* Material for this task
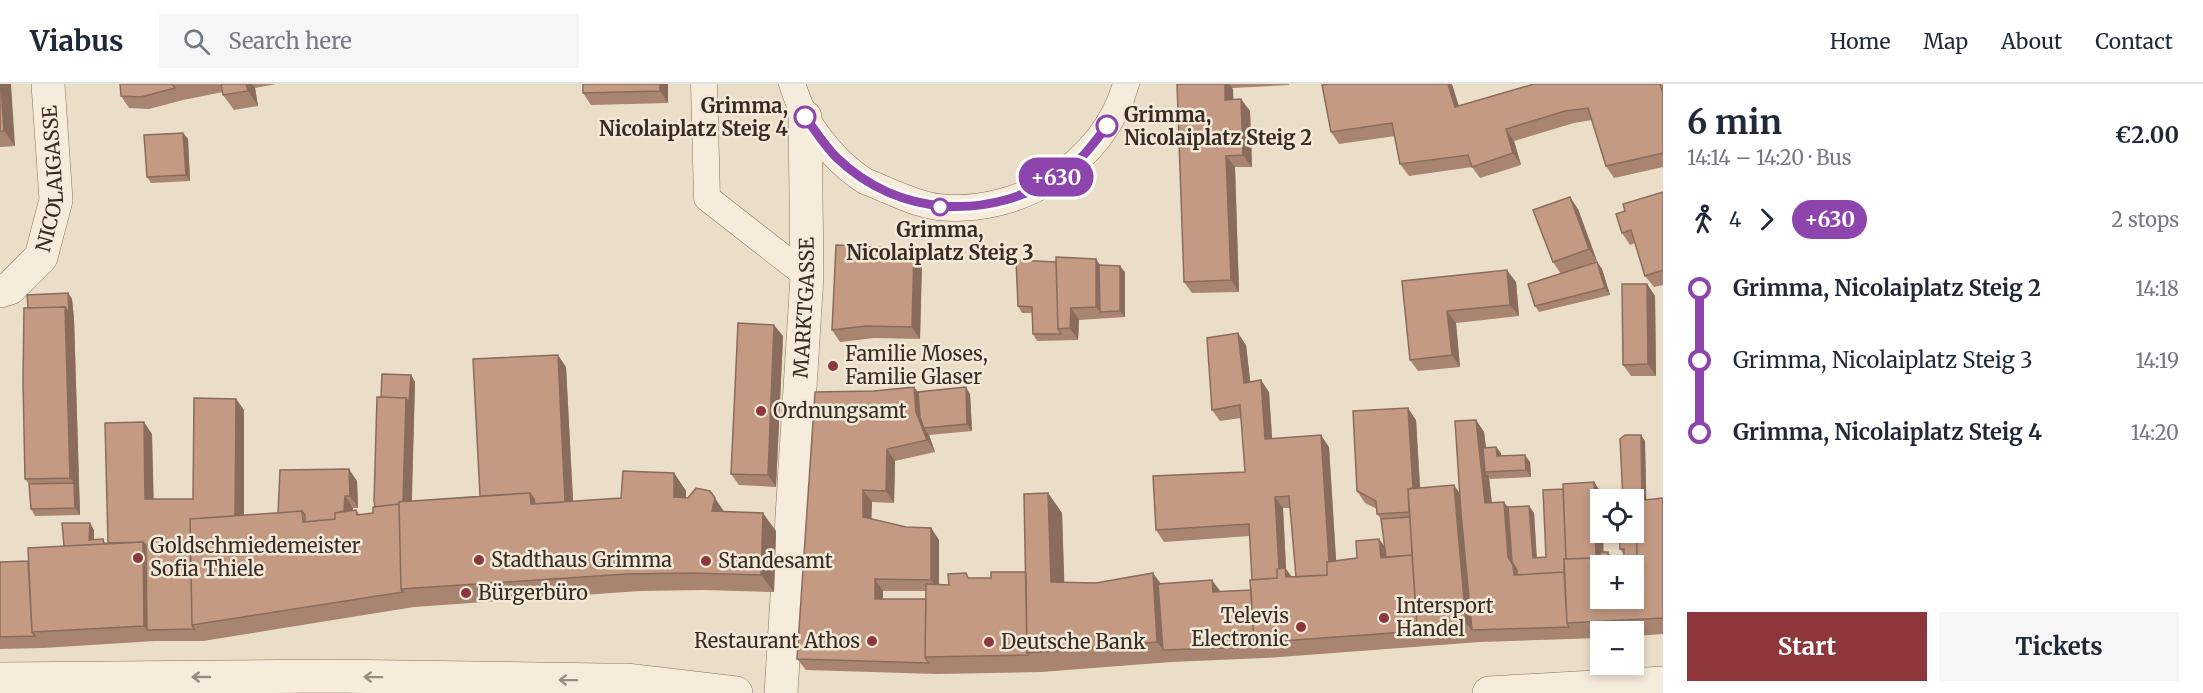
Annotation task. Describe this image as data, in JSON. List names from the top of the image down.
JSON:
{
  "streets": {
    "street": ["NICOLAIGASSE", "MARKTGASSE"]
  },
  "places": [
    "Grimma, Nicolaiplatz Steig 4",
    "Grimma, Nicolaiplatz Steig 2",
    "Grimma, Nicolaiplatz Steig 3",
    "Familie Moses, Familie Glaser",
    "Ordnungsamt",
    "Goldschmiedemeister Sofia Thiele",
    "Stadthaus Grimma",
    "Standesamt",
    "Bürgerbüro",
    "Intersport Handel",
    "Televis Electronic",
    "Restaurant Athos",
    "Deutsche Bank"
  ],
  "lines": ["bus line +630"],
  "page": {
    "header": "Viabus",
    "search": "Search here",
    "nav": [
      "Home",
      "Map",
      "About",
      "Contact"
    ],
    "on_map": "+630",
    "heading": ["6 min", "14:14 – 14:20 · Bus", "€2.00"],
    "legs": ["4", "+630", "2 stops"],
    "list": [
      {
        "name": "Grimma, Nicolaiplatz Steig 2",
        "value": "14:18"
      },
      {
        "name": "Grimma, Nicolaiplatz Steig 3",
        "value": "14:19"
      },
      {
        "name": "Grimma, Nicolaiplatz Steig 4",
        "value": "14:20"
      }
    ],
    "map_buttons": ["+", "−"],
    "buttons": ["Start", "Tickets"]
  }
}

* Requirement
The task calls for duplicating the data exactly, with no images kept.

* Answer to the exercise
Annotation task. Describe this image as data, in JSON. List names from the top of the image down.
JSON:
{
  "streets": {
    "street": ["NICOLAIGASSE", "MARKTGASSE"]
  },
  "places": [
    "Grimma, Nicolaiplatz Steig 4",
    "Grimma, Nicolaiplatz Steig 2",
    "Grimma, Nicolaiplatz Steig 3",
    "Familie Moses, Familie Glaser",
    "Ordnungsamt",
    "Goldschmiedemeister Sofia Thiele",
    "Stadthaus Grimma",
    "Standesamt",
    "Bürgerbüro",
    "Intersport Handel",
    "Televis Electronic",
    "Restaurant Athos",
    "Deutsche Bank"
  ],
  "lines": ["bus line +630"],
  "page": {
    "header": "Viabus",
    "search": "Search here",
    "nav": [
      "Home",
      "Map",
      "About",
      "Contact"
    ],
    "on_map": "+630",
    "heading": ["6 min", "14:14 – 14:20 · Bus", "€2.00"],
    "legs": ["4", "+630", "2 stops"],
    "list": [
      {
        "name": "Grimma, Nicolaiplatz Steig 2",
        "value": "14:18"
      },
      {
        "name": "Grimma, Nicolaiplatz Steig 3",
        "value": "14:19"
      },
      {
        "name": "Grimma, Nicolaiplatz Steig 4",
        "value": "14:20"
      }
    ],
    "map_buttons": ["+", "−"],
    "buttons": ["Start", "Tickets"]
  }
}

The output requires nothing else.